● WHAT IS EXPECTED
In the answer, give the entries below exactly, from the first line through the line with "filter:drop-shadow(0 0 2px", with every picture omitted.

● RECORDS FOR THE TASK
============

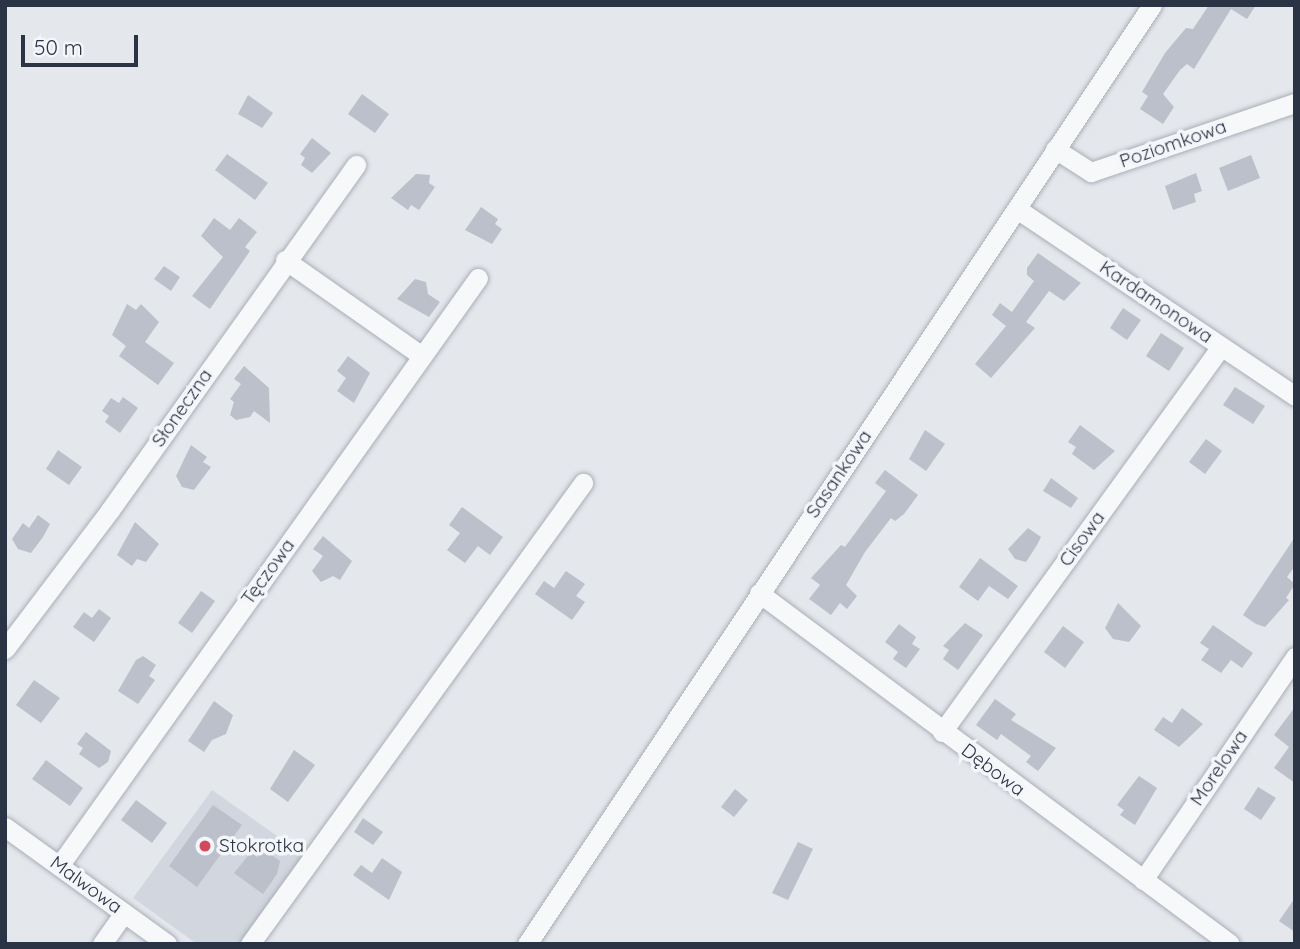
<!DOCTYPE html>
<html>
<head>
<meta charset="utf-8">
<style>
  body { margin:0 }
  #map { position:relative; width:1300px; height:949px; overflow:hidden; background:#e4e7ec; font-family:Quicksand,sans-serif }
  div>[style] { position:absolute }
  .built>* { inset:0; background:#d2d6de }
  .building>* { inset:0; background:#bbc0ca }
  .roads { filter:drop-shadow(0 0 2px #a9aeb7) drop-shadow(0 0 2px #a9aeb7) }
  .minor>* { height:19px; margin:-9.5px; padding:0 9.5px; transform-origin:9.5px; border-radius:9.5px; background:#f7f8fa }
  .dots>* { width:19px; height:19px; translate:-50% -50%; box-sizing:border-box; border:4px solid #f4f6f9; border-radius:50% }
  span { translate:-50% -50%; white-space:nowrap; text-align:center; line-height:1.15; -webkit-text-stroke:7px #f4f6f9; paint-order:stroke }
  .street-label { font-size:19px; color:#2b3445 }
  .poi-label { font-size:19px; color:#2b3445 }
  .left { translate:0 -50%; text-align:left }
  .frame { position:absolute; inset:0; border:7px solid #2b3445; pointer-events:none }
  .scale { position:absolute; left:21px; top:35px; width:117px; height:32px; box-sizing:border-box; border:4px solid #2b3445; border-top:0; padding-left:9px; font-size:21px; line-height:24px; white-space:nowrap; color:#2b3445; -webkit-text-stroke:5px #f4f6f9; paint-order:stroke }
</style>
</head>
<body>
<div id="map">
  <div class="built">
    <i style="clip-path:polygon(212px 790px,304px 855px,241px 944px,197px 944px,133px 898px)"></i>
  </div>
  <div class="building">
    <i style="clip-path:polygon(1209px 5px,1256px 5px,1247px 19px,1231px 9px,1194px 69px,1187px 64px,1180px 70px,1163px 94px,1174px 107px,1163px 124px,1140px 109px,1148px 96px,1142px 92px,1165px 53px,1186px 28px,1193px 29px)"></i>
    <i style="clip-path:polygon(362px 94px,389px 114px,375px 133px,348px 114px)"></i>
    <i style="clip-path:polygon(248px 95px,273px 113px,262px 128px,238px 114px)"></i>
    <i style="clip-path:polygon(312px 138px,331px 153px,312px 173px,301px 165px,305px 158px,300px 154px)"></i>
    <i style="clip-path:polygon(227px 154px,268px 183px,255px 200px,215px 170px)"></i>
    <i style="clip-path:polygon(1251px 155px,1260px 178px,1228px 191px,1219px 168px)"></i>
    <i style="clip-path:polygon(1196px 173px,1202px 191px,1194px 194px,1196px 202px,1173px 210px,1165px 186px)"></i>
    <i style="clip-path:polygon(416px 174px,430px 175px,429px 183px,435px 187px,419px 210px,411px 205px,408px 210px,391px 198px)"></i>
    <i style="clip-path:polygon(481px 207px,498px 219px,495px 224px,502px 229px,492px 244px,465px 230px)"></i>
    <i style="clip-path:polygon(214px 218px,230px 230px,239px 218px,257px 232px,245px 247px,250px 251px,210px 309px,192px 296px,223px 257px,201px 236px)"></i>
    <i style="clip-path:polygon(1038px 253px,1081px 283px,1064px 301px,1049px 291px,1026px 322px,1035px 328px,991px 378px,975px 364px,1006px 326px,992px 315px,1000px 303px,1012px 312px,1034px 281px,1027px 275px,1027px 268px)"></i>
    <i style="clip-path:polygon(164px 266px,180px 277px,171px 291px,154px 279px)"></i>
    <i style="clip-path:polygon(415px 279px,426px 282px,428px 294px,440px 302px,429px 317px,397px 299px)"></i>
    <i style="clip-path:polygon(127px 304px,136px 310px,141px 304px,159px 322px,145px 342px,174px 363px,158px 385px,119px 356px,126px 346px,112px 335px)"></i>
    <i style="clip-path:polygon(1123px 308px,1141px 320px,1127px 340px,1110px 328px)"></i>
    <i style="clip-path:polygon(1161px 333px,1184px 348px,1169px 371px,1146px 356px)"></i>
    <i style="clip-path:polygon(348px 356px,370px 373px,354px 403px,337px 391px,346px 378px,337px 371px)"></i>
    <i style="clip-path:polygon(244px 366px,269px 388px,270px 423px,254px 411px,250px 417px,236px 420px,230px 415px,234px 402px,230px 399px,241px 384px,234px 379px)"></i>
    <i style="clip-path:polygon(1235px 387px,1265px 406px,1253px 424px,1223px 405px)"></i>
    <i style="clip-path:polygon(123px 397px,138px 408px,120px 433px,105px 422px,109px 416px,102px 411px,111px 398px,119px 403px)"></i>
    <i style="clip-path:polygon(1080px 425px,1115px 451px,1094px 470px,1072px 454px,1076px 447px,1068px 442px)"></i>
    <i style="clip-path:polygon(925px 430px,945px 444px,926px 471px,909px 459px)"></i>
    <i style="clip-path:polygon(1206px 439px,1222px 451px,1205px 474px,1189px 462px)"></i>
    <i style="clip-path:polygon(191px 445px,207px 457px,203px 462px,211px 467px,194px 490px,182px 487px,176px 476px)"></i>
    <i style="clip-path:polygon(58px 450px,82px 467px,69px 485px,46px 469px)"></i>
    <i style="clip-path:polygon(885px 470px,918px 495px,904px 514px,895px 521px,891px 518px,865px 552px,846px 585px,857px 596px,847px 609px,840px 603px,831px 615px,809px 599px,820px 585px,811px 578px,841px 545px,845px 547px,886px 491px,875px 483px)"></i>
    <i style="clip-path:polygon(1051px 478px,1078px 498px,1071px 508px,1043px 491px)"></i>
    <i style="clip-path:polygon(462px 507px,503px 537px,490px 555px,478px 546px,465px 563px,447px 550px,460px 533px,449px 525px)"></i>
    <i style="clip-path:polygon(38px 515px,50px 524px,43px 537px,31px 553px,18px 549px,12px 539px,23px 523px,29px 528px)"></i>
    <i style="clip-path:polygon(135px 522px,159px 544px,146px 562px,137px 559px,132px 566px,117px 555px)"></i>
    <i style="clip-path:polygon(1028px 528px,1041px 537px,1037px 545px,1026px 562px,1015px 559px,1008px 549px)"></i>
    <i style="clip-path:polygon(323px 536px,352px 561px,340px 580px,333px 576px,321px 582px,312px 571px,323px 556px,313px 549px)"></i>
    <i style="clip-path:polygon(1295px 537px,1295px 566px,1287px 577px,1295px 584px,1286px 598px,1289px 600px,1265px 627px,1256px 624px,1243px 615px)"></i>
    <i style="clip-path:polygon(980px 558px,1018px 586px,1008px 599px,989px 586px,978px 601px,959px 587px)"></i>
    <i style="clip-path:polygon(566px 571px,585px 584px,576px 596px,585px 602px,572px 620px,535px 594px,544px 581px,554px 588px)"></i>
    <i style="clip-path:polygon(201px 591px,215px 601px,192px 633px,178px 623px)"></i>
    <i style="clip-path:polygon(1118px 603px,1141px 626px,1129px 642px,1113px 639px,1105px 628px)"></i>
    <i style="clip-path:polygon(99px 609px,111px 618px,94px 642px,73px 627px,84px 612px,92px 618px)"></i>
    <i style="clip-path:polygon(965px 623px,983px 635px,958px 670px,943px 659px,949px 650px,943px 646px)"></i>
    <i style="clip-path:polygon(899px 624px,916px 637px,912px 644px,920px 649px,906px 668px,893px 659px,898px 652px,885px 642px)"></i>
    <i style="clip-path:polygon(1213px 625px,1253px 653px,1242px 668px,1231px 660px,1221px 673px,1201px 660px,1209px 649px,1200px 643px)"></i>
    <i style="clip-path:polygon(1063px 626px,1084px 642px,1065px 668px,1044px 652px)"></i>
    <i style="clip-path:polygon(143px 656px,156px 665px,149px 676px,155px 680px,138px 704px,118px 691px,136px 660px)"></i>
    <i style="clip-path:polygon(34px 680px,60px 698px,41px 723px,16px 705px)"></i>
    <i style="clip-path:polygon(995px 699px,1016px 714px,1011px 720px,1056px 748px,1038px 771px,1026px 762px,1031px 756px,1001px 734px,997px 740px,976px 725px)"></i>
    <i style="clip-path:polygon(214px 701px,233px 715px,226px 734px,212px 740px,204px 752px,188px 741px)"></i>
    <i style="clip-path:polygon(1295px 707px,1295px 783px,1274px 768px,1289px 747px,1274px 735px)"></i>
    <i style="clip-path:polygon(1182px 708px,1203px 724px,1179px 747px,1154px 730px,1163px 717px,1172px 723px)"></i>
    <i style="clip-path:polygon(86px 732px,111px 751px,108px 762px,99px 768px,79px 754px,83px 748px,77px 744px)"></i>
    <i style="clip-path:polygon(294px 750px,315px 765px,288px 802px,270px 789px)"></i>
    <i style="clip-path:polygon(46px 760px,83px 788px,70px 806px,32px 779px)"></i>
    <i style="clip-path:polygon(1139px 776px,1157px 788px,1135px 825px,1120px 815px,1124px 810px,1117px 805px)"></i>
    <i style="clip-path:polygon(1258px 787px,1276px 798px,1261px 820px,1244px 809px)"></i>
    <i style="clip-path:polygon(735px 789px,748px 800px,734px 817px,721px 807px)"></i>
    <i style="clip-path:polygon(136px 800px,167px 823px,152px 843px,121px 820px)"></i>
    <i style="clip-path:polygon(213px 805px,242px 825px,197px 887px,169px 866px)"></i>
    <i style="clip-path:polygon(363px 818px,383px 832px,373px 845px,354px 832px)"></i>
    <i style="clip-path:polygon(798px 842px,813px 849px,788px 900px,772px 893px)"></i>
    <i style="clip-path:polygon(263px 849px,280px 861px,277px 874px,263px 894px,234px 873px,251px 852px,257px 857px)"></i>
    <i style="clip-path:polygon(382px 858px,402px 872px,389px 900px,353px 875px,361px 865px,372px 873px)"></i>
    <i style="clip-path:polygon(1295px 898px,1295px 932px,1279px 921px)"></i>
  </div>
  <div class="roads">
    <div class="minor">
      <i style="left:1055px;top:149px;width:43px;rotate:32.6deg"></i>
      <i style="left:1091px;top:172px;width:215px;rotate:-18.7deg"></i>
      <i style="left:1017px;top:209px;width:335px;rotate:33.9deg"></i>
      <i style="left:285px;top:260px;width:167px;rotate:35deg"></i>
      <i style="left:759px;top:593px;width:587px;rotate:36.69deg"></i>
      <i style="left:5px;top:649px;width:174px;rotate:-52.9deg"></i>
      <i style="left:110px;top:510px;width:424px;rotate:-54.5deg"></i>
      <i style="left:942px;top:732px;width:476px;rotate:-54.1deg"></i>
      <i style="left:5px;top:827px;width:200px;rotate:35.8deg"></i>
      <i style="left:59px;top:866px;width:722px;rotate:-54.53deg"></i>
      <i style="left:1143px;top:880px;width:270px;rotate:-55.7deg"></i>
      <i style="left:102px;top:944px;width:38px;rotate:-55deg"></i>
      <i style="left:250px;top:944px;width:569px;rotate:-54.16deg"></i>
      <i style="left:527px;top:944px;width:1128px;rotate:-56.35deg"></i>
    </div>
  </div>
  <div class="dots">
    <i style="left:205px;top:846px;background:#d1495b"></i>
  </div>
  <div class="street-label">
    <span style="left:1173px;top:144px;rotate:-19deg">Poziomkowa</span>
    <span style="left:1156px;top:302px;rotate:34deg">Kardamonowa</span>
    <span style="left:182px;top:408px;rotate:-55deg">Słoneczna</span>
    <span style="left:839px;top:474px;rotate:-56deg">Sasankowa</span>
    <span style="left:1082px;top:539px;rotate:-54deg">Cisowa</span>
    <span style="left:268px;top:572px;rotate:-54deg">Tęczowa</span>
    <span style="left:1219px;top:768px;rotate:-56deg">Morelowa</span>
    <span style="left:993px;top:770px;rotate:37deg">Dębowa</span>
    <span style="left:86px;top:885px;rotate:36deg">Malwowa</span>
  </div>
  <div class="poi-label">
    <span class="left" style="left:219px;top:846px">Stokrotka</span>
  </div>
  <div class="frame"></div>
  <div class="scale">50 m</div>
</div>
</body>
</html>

============

● TASK RESPONSE
<!DOCTYPE html>
<html>
<head>
<meta charset="utf-8">
<style>
  body { margin:0 }
  #map { position:relative; width:1300px; height:949px; overflow:hidden; background:#e4e7ec; font-family:Quicksand,sans-serif }
  div>[style] { position:absolute }
  .built>* { inset:0; background:#d2d6de }
  .building>* { inset:0; background:#bbc0ca }
  .roads { filter:drop-shadow(0 0 2px #a9aeb7) drop-shadow(0 0 2px #a9aeb7) }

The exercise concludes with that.